Berita kelahiran seorang anak pada umumnya menjadi berita yang mendatangkan sukacita bagi sanak saudara yang mengenal keluarga dari sang bayi yang baru saja dilahirkan. Apalagi kalau kedatangan bayi tersebut telah lama dinantikan oleh pasangan suami istri yang bersangkutan. Memang menyedihkan bahwa tidak sedikit pasangan suami istri yang tidak juga mendapatkan buah hati, padahal mereka sudah lama menikah dan sudah lama pula berjuang dengan berbagai cara untuk mendapatkan keturunan.

Namun, kelahiran seorang anak ternyata tidak selalu mendatangkan perasaan sukacita. Biasanya hal ini terjadi pada pasangan yang merasa belum siap menerimanya, misalnya dengan alasan ekonomi. Alasan lain adalah karena si anak sebenarnya tidak diinginkan. Ada pasangan pemuda dan pemudi yang karena tidak dapat mengendalikan diri akhirnya harus mempunyai anak sebelum menikah. Kehadiran sang anak menjadi sesuatu yang mengejutkan, sangat tidak diharapkan, dan bahkan dianggap sebagai malapetaka bagi mereka. Akibatnya, jalan pintas sering kali diambil, misalnya melarikan diri dari rumah orang tua, aborsi, hingga bunuh diri.

Hari ini kita merayakan Hari Raya Kabar Sukacita. Kehadiran Yesus di rahim Maria tentunya mengejutkan Maria maupun Yusuf, sang tunangan. Mereka belum hidup serumah dan belum menjalankan aktivitas sebagai suami istri. Mengandung di luar hubungan yang sah pada masa itu merupakan sebuah dosa dan kejahatan dengan hukuman dirajam sampai mati. Tidak mengherankan bahwa kabar dari Gabriel membuat Maria takut. Namun, terdorong oleh imannya, Maria akhirnya berani berkata, “Sesungguhnya aku ini adalah hamba Tuhan, jadilah padaku menurut perkataanmu itu.”

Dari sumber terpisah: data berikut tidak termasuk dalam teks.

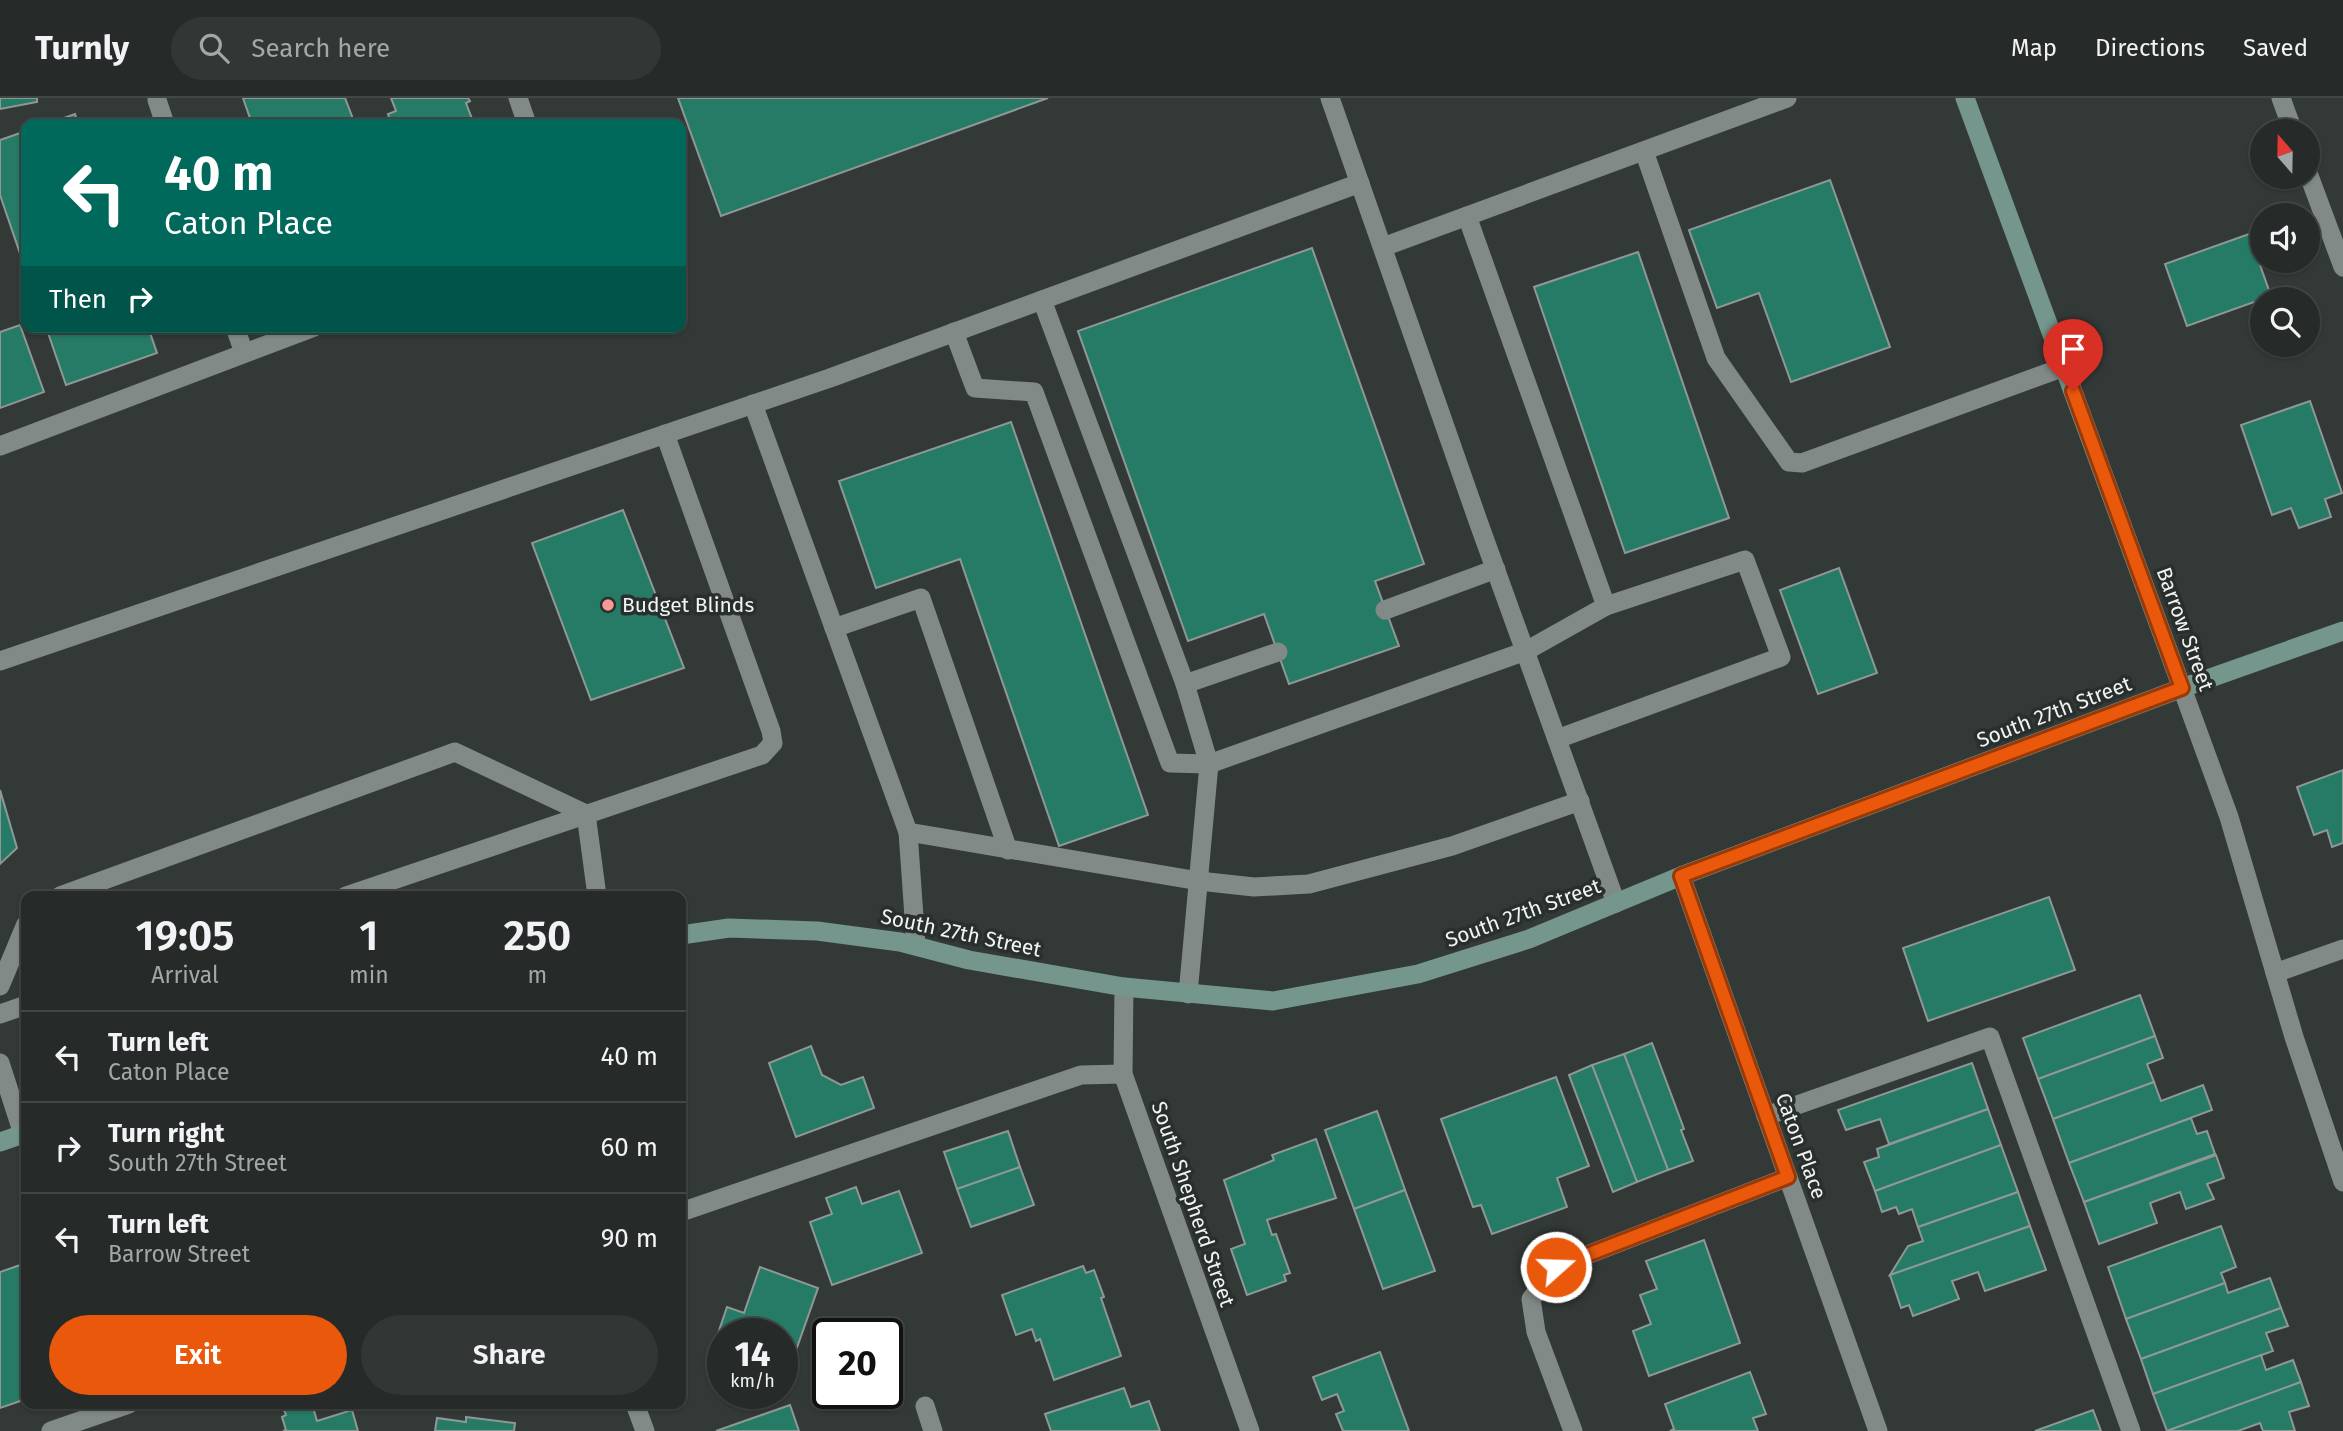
<!DOCTYPE html>
<html lang="en">
<head>
<meta charset="utf-8">
<style>
  body { margin:0; font-family:"Fira Sans",sans-serif; background:#323735; color:#f1f3f6; height:100vh; display:flex; flex-direction:column; font-size:26px; white-space:nowrap }
  * { box-sizing:border-box; margin:0 }
  p { font-size:23px; color:#a4a7a8 }
  .icon { flex:none; width:38px; height:38px; fill:none; stroke:currentColor; stroke-width:2; stroke-linecap:round; stroke-linejoin:round }
  .map { position:relative; flex:1; overflow:hidden }
  .side { position:absolute; left:21px; top:793px; width:665px; height:518px; display:flex; flex-direction:column; background:#262b29; border-radius:14px; box-shadow:0 2px 5px #0004,0 0 0 2px #424746 }
  .side>* { flex:none }
  .guide { position:absolute; left:21px; top:21px; width:665px; height:214px; border-radius:14px; box-shadow:0 2px 5px #0004,0 0 0 2px #424746; background:#00695c; color:#fff; overflow:hidden }
  .needle { width:46px; rotate:340deg }
  .tools { position:absolute; left:2250px; top:21px; display:grid; gap:14px }
  .tools a { display:grid; place-items:center; width:70px; height:70px; border-radius:50%; background:#262b29; box-shadow:0 2px 5px #0004,0 0 0 2px #424746; font-size:35px }
  .speed { position:absolute; left:707px; top:1220px; display:flex; gap:14px; font-size:35px; font-weight:700; text-align:center }
  .speed>* { display:grid; place-content:center; width:91px; height:91px; border-radius:50%; background:#262b29; box-shadow:0 2px 5px #0004,0 0 0 2px #424746; line-height:1 }
  .speed small { font-size:18px; font-weight:400 }
  .speed .limit { border:4px solid #111; border-radius:10px; background:#fff; color:#111 }
  .pin { position:absolute; display:grid; place-items:center; width:60px; height:60px; color:#fff; margin:-72px -30px; border-radius:50% 50% 50% 0; rotate:-45deg; box-shadow:0 0 7px #0007 }
  .pin .icon { rotate:45deg }
  .me { position:absolute; width:77px; margin:-38px; rotate:70deg; stroke-linejoin:round; filter:drop-shadow(0 0 5px #0008) }
  .turn { display:flex; align-items:center; gap:24px; height:147px; padding:0 28px; font-size:32px }
  .turn .icon { width:91px; height:91px; stroke-width:2.5 }
  .turn b { display:block; font-size:49px; line-height:60px }
  .then { display:flex; align-items:center; height:66px; padding:0 28px; background:#0003; gap:14px; font-size:26px }
  .eta { display:flex; justify-content:space-evenly; align-items:center; height:119px; text-align:center }
  .eta b { font-size:42px; font-weight:600; line-height:49px }
  .button { display:flex; gap:14px; margin-top:auto; padding:14px 28px }
  .button a { flex:1; height:80px; border-radius:42px; background:#ea580c; color:#fff; font-size:28px; font-weight:600; line-height:80px; text-align:center }
  .button a+a { background:#323735; color:#f1f3f6 }
  ul { padding:0; list-style:none }
  li { display:flex; align-items:center; gap:21px; height:91px; padding:0 28px; border-top:2px solid #424746 }
  li div { flex:1 }
  li b { display:block; font-size:26px }
  li em { font-style:normal }
  header { display:flex; align-items:center; gap:42px; box-sizing:border-box; height:98px; padding:0 35px; background:#262b29; border-bottom:2px solid #424746 }
  header strong { font-size:33px }
  nav { display:flex; gap:38px; margin-inline-start:auto; font-size:24px }
  .search { width:490px; height:63px; background:#323735; display:flex; align-items:center; gap:18px; box-sizing:border-box; padding:0 24px; border-radius:38px; color:#a4a7a8; font-size:26px }
  .map>svg:first-child { display:block }
  .building { fill:#257b66; stroke:#909895; stroke-width:2 }
  .lines { fill:none; stroke-linecap:round; stroke-linejoin:round }
  .service { stroke:#828a87; stroke-width:19 }
  .minor { stroke:#828a87; stroke-width:19 }
  .tertiary { stroke:#828a87; stroke-width:19 }
  .secondary { stroke:#74968c; stroke-width:19 }
  .route-casing { stroke:#983908; stroke-width:18 }
  .route { stroke:#ea580c; stroke-width:12 }
  .poi-dot { fill:#f59b97; stroke:#292f2d; stroke-width:2.5 }
  .labels { text-anchor:middle; dominant-baseline:central; stroke-width:7; stroke-linejoin:round; paint-order:stroke }
  .poi-label { font-size:21px; fill:#f0f4f2; stroke:#292f2d; text-anchor:start }
  .street-label { font-size:21px; fill:#f0f4f2; stroke:#292f2d }
</style>
</head>
<body>
<header>
<strong>Turnly</strong>
<div class="search"><svg class="icon" aria-label="search" viewBox="0 0 24 24"><circle cx="10" cy="10" r="6"/><path d="M15 15l6 6"/></svg>Search here</div>
<nav><a>Map</a><a>Directions</a><a>Saved</a></nav>
</header>
<div class="map">
<svg width="2343" height="1333" viewBox="0 0 2343 1333">
  <rect width="100%" height="100%" fill="#333937"/>
  <g class="building">
    <polygon points="0,0 37,0 37,4 0,11"/>
    <polygon points="243,0 345,0 355,26 252,26"/>
    <polygon points="391,0 468,0 470,3 466,5 474,26 391,26 388,16 396,13"/>
    <polygon points="678,0 1048,0 721,118"/>
    <polygon points="75,16 78,26 47,26"/>
    <polygon points="26,33 26,173 0,97 0,42"/>
    <polygon points="1830,82 1890,249 1791,284 1759,195 1717,210 1689,132"/>
    <polygon points="2249,136 2271,198 2187,228 2165,166"/>
    <polygon points="1312,150 1424,466 1375,483 1399,548 1289,586 1264,516 1188,543 1078,233"/>
    <polygon points="1638,154 1729,420 1625,455 1534,189"/>
    <polygon points="20,227 44,294 0,310 0,234"/>
    <polygon points="46,229 148,229 157,255 66,287"/>
    <polygon points="2310,303 2342,395 2325,401 2331,419 2299,430 2291,410 2272,417 2241,327"/>
    <polygon points="1011,324 1148,717 1059,748 960,461 876,490 839,383"/>
    <polygon points="623,412 684,570 591,602 532,445"/>
    <polygon points="1839,470 1877,575 1818,596 1780,492"/>
    <polygon points="2343,672 2343,745 2332,749 2327,732 2314,737 2297,689"/>
    <polygon points="0,692 17,750 0,766"/>
    <polygon points="2049,799 2075,872 1928,923 1903,850"/>
    <polygon points="2140,897 2155,938 2038,981 2023,940"/>
    <polygon points="2155,938 2163,960 2147,966 2154,984 2053,1021 2038,981"/>
    <polygon points="1652,945 1684,1031 1681,1032 1693,1063 1668,1072 1624,956"/>
    <polygon points="811,948 822,977 841,987 863,979 874,1010 796,1039 769,965"/>
    <polygon points="1624,956 1668,1072 1637,1084 1592,967"/>
    <polygon points="1972,965 1988,1011 1889,1046 1880,1021 1846,1032 1838,1012"/>
    <polygon points="1592,967 1637,1084 1613,1094 1569,977"/>
    <polygon points="1556,979 1589,1068 1557,1080 1567,1109 1492,1136 1481,1107 1473,1109 1441,1021"/>
    <polygon points="2154,984 2161,1003 2203,987 2212,1012 2069,1065 2053,1021"/>
    <polygon points="1988,1011 2001,1047 1875,1093 1864,1064 1879,1059 1877,1051"/>
    <polygon points="1377,1013 1405,1092 1354,1111 1325,1032"/>
    <polygon points="2191,1020 2197,1036 2207,1033 2215,1056 2084,1104 2069,1065"/>
    <polygon points="1008,1033 1020,1069 957,1091 944,1054"/>
    <polygon points="1316,1041 1336,1100 1267,1122 1272,1137 1276,1136 1290,1175 1284,1177 1286,1183 1247,1197 1231,1151 1245,1146 1224,1082 1274,1062 1272,1057"/>
    <polygon points="2001,1047 2018,1094 1918,1129 1912,1111 1899,1116 1896,1109 1882,1114 1875,1093"/>
    <polygon points="2216,1057 2224,1080 2207,1086 2214,1101 2186,1111 2180,1094 2150,1105 2157,1125 2099,1146 2084,1104"/>
    <polygon points="1020,1069 1034,1107 971,1129 957,1091"/>
    <polygon points="856,1089 862,1106 899,1093 922,1155 832,1187 810,1124 832,1116 826,1100"/>
    <polygon points="1405,1092 1435,1173 1383,1191 1354,1111"/>
    <polygon points="2018,1094 2030,1128 1890,1177 1908,1148 1923,1143 1918,1129"/>
    <polygon points="2030,1128 2046,1172 1985,1193 1978,1174 1952,1183 1959,1201 1913,1218 1909,1207 1901,1210 1890,1177"/>
    <polygon points="2221,1128 2236,1169 2221,1175 2225,1185 2126,1221 2108,1169"/>
    <polygon points="1704,1142 1740,1245 1649,1278 1633,1233 1651,1226 1640,1197 1657,1191 1646,1163"/>
    <polygon points="26,1165 26,1301 0,1310 0,1174"/>
    <polygon points="1083,1168 1086,1175 1094,1172 1104,1199 1101,1200 1121,1258 1054,1282 1040,1241 1036,1243 1032,1231 1016,1237 1002,1197"/>
    <polygon points="760,1169 818,1190 782,1292 782,1236 723,1236 723,1274 707,1268 727,1209 744,1215"/>
    <polygon points="2270,1180 2281,1210 2141,1261 2126,1221 2225,1185 2228,1195"/>
    <polygon points="2281,1210 2288,1228 2266,1235 2273,1253 2153,1296 2141,1261"/>
    <polygon points="1380,1254 1409,1333 1343,1333 1336,1316 1344,1313 1337,1296 1322,1302 1313,1279"/>
    <polygon points="2261,1257 2266,1272 2293,1262 2301,1284 2167,1333 2153,1296"/>
    <polygon points="1750,1274 1766,1316 1753,1320 1758,1333 1670,1333 1674,1331 1665,1306"/>
    <polygon points="2301,1284 2309,1308 2289,1314 2295,1333 2263,1333 2260,1325 2238,1333 2167,1333"/>
    <polygon points="1124,1290 1131,1309 1149,1303 1160,1333 1051,1333 1045,1316"/>
    <polygon points="306,1306 312,1306 317,1323 352,1312 358,1333 283,1333 286,1332 282,1319 286,1317 284,1312"/>
    <polygon points="790,1307 799,1333 716,1333"/>
    <polygon points="2093,1312 2101,1333 2035,1333"/>
    <polygon points="466,1319 515,1325 514,1333 435,1333 437,1320 466,1324"/>
  </g>
  <g class="lines">
    <g class="service">
      <polyline points="518,0 527,26"/>
      <polyline points="1330,0 1478,423 1616,805"/>
      <polyline points="2281,0 2293,33"/>
      <polyline points="157,2 165,26"/>
      <polyline points="1644,53 1716,260 1789,364 1802,365 2064,269"/>
      <polyline points="2308,75 2343,169"/>
      <polyline points="1467,118 1606,508"/>
      <polyline points="1383,149 1787,0"/>
      <polyline points="1042,202 1185,586"/>
      <polyline points="235,229 244,255"/>
      <polyline points="954,234 975,290 1034,294 1170,665 1209,666 1185,586 1278,554"/>
      <polyline points="753,306 908,734 1199,783 1254,789 1309,786 1452,748 1580,703"/>
      <polyline points="0,348 314,229"/>
      <polyline points="1385,512 1496,471"/>
      <polyline points="834,530 921,500 1008,752"/>
      <polyline points="0,563 830,280 1360,85"/>
      <polyline points="908,734 916,847"/>
      <polyline points="60,798 455,654 586,716 597,798"/>
      <polyline points="346,798 762,657 773,645 771,633 665,336"/>
      <polyline points="2275,875 2343,851"/>
      <polyline points="0,888 26,826"/>
      <polyline points="1188,896 1209,666 1526,553 1606,508 1745,462 1781,559 1557,641"/>
      <polyline points="0,916 26,907"/>
      <polyline points="0,965 23,1036"/>
      <polyline points="1766,1018 1990,939 2131,1333"/>
      <polyline points="681,1114 1081,977 1123,976"/>
      <polyline points="635,1306 645,1333"/>
      <polyline points="51,1333 129,1306"/>
      <polyline points="1573,1333 1536,1234 1531,1201 1556,1169 1788,1079"/>
    </g>
    <g class="minor">
      <polyline points="1681,778 1878,1333"/>
      <polyline points="1124,889 1123,976 1250,1333"/>
      <polyline points="925,1308 933,1333"/>
    </g>
    <polyline class="tertiary" points="2182,590 2229,719 2294,939 2343,1084"/>
    <g class="secondary">
      <polyline points="1965,0 2182,590"/>
      <polyline points="681,837 729,830 817,833 900,844 969,862 1124,889 1273,903 1418,876 1529,841 1681,778 2182,590 2343,533"/>
      <polyline points="0,1044 26,1035"/>
    </g>
  </g>
  <g class="lines">
    <defs>
      <polyline id="route" points="1556,1169 1788,1079 1681,778 2182,590 2073,293"/>
    </defs>
    <use href="#route" class="route-casing"/>
    <use href="#route" class="route"/>
  </g>
  <circle class="poi-dot" cx="608" cy="507" r="7"/>
  <g class="labels">
    <g class="poi-label">
      <text x="622" y="507">Budget Blinds</text>
    </g>
    <g class="street-label">
      <text transform="translate(2185 531) rotate(70)">Barrow Street</text>
      <text transform="translate(2054 614) rotate(-21)">South 27th Street</text>
      <text transform="translate(1523 815) rotate(-20)">South 27th Street</text>
      <text transform="translate(961 835) rotate(12)">South 27th Street</text>
      <text transform="translate(1801 1048) rotate(70)">Caton Place</text>
      <text transform="translate(1193 1106) rotate(71)">South Shepherd Street</text>
    </g>
  </g>
</svg>
<div class="tools">
<a><svg class="needle" viewBox="-14 -14 28 28"><path d="M0-13l5 13h-10z" fill="#e53935"/><path d="M0 13l5-13h-10z" fill="#a4a7a8"/></svg></a>
<a><svg class="icon" aria-label="sound" viewBox="0 0 24 24"><path d="M4 9h4l5-4v14l-5-4H4zM17 9q2 3 0 6"/></svg></a>
<a><svg class="icon" aria-label="search" viewBox="0 0 24 24"><circle cx="10" cy="10" r="6"/><path d="M15 15l6 6"/></svg></a>
</div>
<div class="speed"><div>14<small>km/h</small></div><div class="limit">20</div></div>
<div class="pin" style="left:2073px;top:293px;background:#d93025"><svg class="icon" aria-label="arrive" viewBox="0 0 24 24"><path d="M6 21V4h12l-3 4 3 4H6"/></svg></div>
<svg class="me" style="left:1556px;top:1169px" viewBox="-20 -20 40 40"><circle r="17" fill="#ea580c" stroke="#fff" stroke-width="3"/><path d="M0-11L8 9 0 5-8 9z" fill="#fff"/></svg>
<div class="guide">
<div class="turn"><svg class="icon" aria-label="left" viewBox="0 0 24 24"><path d="M17 20v-9H6M10 6l-5 5 5 5"/></svg><div><b>40 m</b>Caton Place</div></div>
<div class="then">Then<svg class="icon" aria-label="right" viewBox="0 0 24 24"><path d="M7 20v-9h11M14 6l5 5-5 5"/></svg></div>
</div>
<section class="side">
<div class="eta">
<div><b>19:05</b><p>Arrival</p></div>
<div><b>1</b><p>min</p></div>
<div><b>250</b><p>m</p></div>
</div>
<ul>
<li><svg class="icon" aria-label="left" viewBox="0 0 24 24"><path d="M17 20v-9H6M10 6l-5 5 5 5"/></svg><div><b>Turn left</b><p>Caton Place</p></div><em>40 m</em></li>
<li><svg class="icon" aria-label="right" viewBox="0 0 24 24"><path d="M7 20v-9h11M14 6l5 5-5 5"/></svg><div><b>Turn right</b><p>South 27th Street</p></div><em>60 m</em></li>
<li><svg class="icon" aria-label="left" viewBox="0 0 24 24"><path d="M17 20v-9H6M10 6l-5 5 5 5"/></svg><div><b>Turn left</b><p>Barrow Street</p></div><em>90 m</em></li>
</ul>
<div class="button"><a>Exit</a><a>Share</a></div>
</section>
</div>
</body>
</html>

Paling tidak ada dua alasan mengapa hal tersebut menjadi warta sukacita bagi kita dan bahkan kita rayakan sebagai hari raya. Pertama, anak yang akan dilahirkan oleh Maria akan disebut kudus, Anak Allah. Kedua, kerelaan Maria untuk menaati kehendak Allah menjadi titik awal terlaksananya karya keselamatan Allah bagi manusia. Berkat kesediaan Maria, Anak Allah menjadi manusia dan hadir di antara kita.